Docosahexaenoic Acid Explains the Unexplained in Visual Transduction

Entropy (Basel). 2023 Nov 6;25(11):1520. doi: 10.3390/e25111520.

Abstract

In George Wald's Nobel Prize acceptance speech for "discoveries concerning the primary physiological and chemical visual processes in the eye", he noted that events after the activation of rhodopsin are too slow to explain visual reception. Photoreceptor membrane phosphoglycerides contain near-saturation amounts of the omega-3 fatty acid docosahexaenoic acid (DHA). The visual response to a photon is a retinal cis-trans isomerization. The trans-state is lower in energy; hence, a quantum of energy is released equivalent to the sum of the photon and cis-trans difference. We hypothesize that DHA traps this energy, and the resulting hyperpolarization extracts the energized electron, which depolarizes the membrane and carries a function of the photon's energy (wavelength) to the brain. There, it contributes to the creation of the vivid images of our world that we see in our consciousness.

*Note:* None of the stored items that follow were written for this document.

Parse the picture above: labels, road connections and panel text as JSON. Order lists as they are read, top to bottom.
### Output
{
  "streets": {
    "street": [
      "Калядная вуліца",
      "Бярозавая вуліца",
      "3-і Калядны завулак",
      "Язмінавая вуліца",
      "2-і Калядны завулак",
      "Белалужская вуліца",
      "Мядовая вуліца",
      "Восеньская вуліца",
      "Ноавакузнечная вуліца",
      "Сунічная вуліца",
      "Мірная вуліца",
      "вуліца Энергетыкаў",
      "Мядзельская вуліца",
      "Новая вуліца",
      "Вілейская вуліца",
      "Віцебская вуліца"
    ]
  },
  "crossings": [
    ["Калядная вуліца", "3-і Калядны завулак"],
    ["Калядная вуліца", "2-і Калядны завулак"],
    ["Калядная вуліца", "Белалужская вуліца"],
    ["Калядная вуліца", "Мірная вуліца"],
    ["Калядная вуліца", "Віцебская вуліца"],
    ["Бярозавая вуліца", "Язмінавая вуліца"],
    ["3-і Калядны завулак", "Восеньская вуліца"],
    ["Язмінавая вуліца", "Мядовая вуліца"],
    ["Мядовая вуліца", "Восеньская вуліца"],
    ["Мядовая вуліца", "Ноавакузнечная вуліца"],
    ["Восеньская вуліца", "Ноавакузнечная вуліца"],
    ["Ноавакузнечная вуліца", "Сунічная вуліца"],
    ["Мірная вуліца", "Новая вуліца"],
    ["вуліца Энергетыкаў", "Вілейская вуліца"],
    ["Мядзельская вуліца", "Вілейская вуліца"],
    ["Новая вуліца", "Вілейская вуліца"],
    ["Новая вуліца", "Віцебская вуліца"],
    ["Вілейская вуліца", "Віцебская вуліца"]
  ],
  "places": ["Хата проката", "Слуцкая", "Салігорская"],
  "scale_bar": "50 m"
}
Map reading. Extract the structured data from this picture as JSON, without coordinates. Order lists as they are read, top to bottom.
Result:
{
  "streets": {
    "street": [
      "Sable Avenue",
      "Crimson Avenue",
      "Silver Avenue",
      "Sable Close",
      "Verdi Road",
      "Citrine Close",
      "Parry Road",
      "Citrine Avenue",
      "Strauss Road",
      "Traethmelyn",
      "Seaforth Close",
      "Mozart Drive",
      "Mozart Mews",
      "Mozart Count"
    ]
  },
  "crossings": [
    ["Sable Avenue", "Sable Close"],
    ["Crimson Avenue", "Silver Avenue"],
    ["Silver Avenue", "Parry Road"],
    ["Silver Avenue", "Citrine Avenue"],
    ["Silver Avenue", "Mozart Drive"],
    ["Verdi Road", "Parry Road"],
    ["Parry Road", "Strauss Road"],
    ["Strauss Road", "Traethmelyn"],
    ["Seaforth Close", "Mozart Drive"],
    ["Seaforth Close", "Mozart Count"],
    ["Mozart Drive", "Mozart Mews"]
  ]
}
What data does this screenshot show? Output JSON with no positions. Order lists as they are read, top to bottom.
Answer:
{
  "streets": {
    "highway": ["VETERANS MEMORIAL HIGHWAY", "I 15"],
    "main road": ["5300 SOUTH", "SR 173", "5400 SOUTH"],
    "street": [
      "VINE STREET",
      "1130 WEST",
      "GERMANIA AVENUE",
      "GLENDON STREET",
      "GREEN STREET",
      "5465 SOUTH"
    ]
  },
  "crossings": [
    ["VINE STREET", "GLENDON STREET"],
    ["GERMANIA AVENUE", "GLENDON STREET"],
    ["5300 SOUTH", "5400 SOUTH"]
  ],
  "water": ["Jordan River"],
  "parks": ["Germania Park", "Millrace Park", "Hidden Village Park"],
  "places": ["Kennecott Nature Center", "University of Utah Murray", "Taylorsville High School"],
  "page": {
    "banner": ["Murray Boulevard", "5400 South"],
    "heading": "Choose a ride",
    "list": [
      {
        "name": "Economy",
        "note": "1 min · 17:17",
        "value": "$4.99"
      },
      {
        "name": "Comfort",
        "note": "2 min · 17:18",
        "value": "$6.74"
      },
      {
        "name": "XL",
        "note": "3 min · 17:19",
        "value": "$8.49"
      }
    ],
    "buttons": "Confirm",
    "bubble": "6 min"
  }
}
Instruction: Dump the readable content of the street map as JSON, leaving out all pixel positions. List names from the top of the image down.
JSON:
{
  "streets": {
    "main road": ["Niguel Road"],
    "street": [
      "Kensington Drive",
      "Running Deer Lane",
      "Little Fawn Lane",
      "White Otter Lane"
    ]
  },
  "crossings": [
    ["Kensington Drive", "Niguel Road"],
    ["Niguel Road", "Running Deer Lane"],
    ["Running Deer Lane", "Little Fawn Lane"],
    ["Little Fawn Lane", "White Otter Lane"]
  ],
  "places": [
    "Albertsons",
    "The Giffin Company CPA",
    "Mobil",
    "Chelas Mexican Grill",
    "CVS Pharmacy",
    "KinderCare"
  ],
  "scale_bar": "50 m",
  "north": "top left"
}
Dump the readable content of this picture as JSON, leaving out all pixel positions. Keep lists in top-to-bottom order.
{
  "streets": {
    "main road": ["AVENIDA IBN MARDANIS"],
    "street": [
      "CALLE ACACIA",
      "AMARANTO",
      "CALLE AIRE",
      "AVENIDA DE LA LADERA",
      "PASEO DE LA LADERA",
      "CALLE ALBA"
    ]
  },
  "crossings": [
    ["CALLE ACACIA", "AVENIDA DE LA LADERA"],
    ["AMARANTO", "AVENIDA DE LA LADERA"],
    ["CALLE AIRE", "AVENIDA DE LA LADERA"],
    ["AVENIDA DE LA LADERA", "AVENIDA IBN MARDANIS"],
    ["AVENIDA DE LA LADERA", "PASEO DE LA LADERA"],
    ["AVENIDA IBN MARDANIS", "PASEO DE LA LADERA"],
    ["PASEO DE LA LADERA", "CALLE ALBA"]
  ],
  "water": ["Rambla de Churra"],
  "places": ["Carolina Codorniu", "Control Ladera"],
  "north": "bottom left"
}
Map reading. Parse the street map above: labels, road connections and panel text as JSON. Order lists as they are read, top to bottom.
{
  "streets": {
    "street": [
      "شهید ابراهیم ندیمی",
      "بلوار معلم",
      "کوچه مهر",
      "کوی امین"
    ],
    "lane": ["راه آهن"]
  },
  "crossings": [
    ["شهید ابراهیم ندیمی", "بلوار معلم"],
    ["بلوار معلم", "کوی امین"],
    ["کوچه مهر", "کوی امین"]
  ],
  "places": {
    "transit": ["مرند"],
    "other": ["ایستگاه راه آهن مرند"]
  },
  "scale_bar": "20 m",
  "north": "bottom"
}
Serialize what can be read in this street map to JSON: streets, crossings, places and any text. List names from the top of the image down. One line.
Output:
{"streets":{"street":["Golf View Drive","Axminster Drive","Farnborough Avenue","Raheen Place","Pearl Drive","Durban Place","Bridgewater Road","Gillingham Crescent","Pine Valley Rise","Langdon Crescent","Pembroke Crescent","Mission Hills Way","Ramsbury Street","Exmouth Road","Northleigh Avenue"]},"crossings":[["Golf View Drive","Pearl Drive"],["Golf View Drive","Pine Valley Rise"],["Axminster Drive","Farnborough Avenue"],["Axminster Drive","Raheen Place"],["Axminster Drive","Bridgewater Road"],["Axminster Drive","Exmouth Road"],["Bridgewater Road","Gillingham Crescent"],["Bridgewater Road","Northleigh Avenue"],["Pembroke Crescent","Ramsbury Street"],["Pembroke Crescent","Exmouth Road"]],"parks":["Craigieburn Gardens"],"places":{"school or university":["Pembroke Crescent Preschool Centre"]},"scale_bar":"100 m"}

This proposed revision to the visual process provides an explanation for these previously unresolved issues around the speed of information transfer and the purity of conservation of a photon's wavelength and supports observations of the unique and indispensable role of DHA in the visual process.

Keywords: di-DHA phosphatidylcholine; docosahexaenoic; docosapentaenoic; essential fatty acids; hexatriaconta-hexaenoic; membrane; non-classicality; quantum-field; retina; rhodopsin; vision; waveform; π-electrons.

Grants and funding

This research was funded by the Waterloo Foundation, grant number (1155-4723), and Mother and Child Foundation, grant number (FOSS3), including gifts from Pete Linsert, Larry Horn, Rich Radmer, Steve Dubin, John Versteeg and Bud Evans.